Dr. Ajith Amerasekera received his honor for “leadership in semiconductor innovation and contributions to circuit design,” especially for his work on high-current and high-voltage effects in submicron CMOS technologies which led to the first predictive models in practical device and circuit simulators.
Amerasekera’s research helped foster an improved understanding of semiconductor device robustness, including electrostatic discharge (ESD), latchup physics and circuit-level gate oxide integrity.
Amerasekera holds 30 patents, has published over 100 papers in technical journals and written four books on semiconductor electronics. He currently leads TI’s Kilby Labs, which the firm describes as its “high-risk innovation centers focused entirely on delivering breakthrough technology.”
Dr. Ahmad Bahai received his honor for work on multi-carrier wireless and wire-line communication systems, and is recognized for being the co-inventor of the multi-carrier spread spectrum theory used in 4G and power line communication.
Previously CTO and director of research labs at National Semiconductor, Bahai now serves as CTO of TI's Analog business and director of TI's analog and mixed-signal labs. He has over 120 IEEE/IEE publications, 26 issued and two pending patents on systems and circuits, and has written a textbook on orthogonal frequency-division multiplexing.

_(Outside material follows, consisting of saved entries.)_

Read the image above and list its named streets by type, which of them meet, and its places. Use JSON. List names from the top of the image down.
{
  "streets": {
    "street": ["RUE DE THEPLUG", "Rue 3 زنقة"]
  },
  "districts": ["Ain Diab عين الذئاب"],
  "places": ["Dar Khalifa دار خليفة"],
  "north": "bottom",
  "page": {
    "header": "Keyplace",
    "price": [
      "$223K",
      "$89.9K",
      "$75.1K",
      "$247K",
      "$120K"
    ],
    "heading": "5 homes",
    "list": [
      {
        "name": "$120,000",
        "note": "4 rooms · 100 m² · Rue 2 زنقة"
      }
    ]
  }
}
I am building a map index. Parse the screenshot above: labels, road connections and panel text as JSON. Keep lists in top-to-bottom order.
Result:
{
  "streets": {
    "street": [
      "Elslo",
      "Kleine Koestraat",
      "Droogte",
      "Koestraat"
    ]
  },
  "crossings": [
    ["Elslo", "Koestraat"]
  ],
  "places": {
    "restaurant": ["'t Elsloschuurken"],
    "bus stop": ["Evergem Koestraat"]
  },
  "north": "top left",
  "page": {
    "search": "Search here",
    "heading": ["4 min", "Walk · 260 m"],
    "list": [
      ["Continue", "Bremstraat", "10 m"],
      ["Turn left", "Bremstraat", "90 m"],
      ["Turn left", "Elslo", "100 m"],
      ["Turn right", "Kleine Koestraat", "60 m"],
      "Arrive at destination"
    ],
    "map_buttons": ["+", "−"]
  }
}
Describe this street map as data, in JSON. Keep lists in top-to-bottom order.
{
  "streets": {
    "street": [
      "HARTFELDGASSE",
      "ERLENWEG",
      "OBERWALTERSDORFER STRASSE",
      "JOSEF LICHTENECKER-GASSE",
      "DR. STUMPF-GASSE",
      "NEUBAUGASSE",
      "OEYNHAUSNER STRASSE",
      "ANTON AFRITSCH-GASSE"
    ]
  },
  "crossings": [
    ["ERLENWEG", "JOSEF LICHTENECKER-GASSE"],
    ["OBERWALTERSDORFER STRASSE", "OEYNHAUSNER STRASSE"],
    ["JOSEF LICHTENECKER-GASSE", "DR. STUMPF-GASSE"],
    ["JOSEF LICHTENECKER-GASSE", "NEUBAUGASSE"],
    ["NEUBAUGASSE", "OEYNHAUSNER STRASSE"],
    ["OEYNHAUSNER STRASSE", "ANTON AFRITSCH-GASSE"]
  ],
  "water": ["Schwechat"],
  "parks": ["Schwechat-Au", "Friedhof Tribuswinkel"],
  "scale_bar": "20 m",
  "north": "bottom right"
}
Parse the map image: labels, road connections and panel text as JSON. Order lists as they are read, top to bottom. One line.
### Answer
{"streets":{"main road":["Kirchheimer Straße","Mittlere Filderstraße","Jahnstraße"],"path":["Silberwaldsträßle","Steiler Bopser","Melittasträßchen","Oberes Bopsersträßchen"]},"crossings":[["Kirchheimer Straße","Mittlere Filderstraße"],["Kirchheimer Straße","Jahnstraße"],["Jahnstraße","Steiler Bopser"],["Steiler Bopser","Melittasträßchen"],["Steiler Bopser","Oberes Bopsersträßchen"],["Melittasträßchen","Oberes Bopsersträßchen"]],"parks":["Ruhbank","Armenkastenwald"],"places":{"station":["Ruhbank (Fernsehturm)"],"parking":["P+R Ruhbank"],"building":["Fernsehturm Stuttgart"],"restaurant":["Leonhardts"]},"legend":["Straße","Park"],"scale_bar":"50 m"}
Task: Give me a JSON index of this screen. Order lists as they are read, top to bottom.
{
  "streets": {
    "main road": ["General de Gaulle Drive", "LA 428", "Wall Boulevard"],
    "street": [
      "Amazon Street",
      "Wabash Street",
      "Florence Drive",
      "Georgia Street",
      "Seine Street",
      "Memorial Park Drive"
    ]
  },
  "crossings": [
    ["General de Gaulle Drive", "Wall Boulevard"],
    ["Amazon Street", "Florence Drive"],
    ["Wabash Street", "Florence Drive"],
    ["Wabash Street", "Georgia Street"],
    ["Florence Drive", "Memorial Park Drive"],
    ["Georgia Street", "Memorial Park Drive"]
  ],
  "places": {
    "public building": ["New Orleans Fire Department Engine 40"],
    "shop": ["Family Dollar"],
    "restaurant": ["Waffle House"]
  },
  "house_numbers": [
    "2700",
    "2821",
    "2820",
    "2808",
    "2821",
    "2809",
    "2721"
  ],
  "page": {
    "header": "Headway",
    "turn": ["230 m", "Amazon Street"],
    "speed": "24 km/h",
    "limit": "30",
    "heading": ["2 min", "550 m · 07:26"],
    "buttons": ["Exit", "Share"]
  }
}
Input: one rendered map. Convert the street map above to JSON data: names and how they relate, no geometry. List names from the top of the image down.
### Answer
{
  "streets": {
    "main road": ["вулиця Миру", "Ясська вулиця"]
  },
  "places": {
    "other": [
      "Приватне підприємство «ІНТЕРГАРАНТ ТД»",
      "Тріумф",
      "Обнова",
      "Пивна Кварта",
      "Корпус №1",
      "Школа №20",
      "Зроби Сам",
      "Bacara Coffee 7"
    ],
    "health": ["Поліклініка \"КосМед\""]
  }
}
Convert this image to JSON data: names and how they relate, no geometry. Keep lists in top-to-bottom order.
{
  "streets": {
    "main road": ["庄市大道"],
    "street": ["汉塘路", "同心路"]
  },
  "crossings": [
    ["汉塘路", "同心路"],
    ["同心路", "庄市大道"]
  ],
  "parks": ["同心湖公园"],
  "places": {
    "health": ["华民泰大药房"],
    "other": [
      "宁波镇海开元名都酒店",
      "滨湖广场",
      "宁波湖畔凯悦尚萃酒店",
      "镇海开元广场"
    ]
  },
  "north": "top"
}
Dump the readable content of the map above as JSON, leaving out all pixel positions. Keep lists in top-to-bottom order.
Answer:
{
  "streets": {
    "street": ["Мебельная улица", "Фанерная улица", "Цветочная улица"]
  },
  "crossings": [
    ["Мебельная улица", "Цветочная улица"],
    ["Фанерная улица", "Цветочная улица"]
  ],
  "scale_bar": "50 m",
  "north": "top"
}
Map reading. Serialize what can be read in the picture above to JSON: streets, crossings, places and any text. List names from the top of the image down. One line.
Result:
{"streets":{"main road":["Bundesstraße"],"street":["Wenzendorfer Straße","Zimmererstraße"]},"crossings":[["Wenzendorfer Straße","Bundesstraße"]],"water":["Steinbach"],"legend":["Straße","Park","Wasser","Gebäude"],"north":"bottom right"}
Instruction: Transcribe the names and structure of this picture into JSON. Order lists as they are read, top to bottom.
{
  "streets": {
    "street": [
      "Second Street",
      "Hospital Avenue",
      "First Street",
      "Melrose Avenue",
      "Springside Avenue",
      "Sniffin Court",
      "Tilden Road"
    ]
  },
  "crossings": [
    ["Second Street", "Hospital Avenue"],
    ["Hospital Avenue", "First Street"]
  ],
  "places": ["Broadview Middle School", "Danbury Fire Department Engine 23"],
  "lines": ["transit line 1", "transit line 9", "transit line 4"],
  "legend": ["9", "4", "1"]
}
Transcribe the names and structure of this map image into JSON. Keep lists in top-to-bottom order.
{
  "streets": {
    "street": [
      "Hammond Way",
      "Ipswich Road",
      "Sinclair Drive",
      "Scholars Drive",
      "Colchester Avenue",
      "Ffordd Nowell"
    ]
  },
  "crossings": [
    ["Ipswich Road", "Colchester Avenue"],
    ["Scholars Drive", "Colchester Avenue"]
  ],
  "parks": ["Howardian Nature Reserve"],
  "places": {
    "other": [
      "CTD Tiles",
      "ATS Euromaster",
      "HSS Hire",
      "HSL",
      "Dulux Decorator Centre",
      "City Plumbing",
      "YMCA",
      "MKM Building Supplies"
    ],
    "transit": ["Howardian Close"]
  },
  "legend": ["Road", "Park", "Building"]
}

Dr. Luigi Colombo was honored for contributions to infrared (IR) detectors and high-k gate dielectrics. His research on the development of the HgCdTe growth process which helped TI become important in the defense space, was of particular note, especially as it helped TI become a provider of IR detectors for military imaging applications, such as night vision and heat-seeking missiles.
Dr. Colombo also helped to establish high-k materials technology as important in the semiconductor industry. He has authored more than 130 articles in journals and proceedings, written three book chapters and holds 73 U.S. and 18 international patents, with an additional 20 patents pending in the areas of IR materials, ferroelectric memories, high-k, metal gates, device integration and graphene.
Rich Templeton, TI’s president and CEO said innovation was the foundation of TI’s 80-plus year history, adding, “We're fortunate to have some of the brightest minds working at TI."
As a company, TI takes research and development very seriously, having already invested $5 billion in R&D over the last three years. The company also works closely with universities and industry consortia, offering both funding and expertise.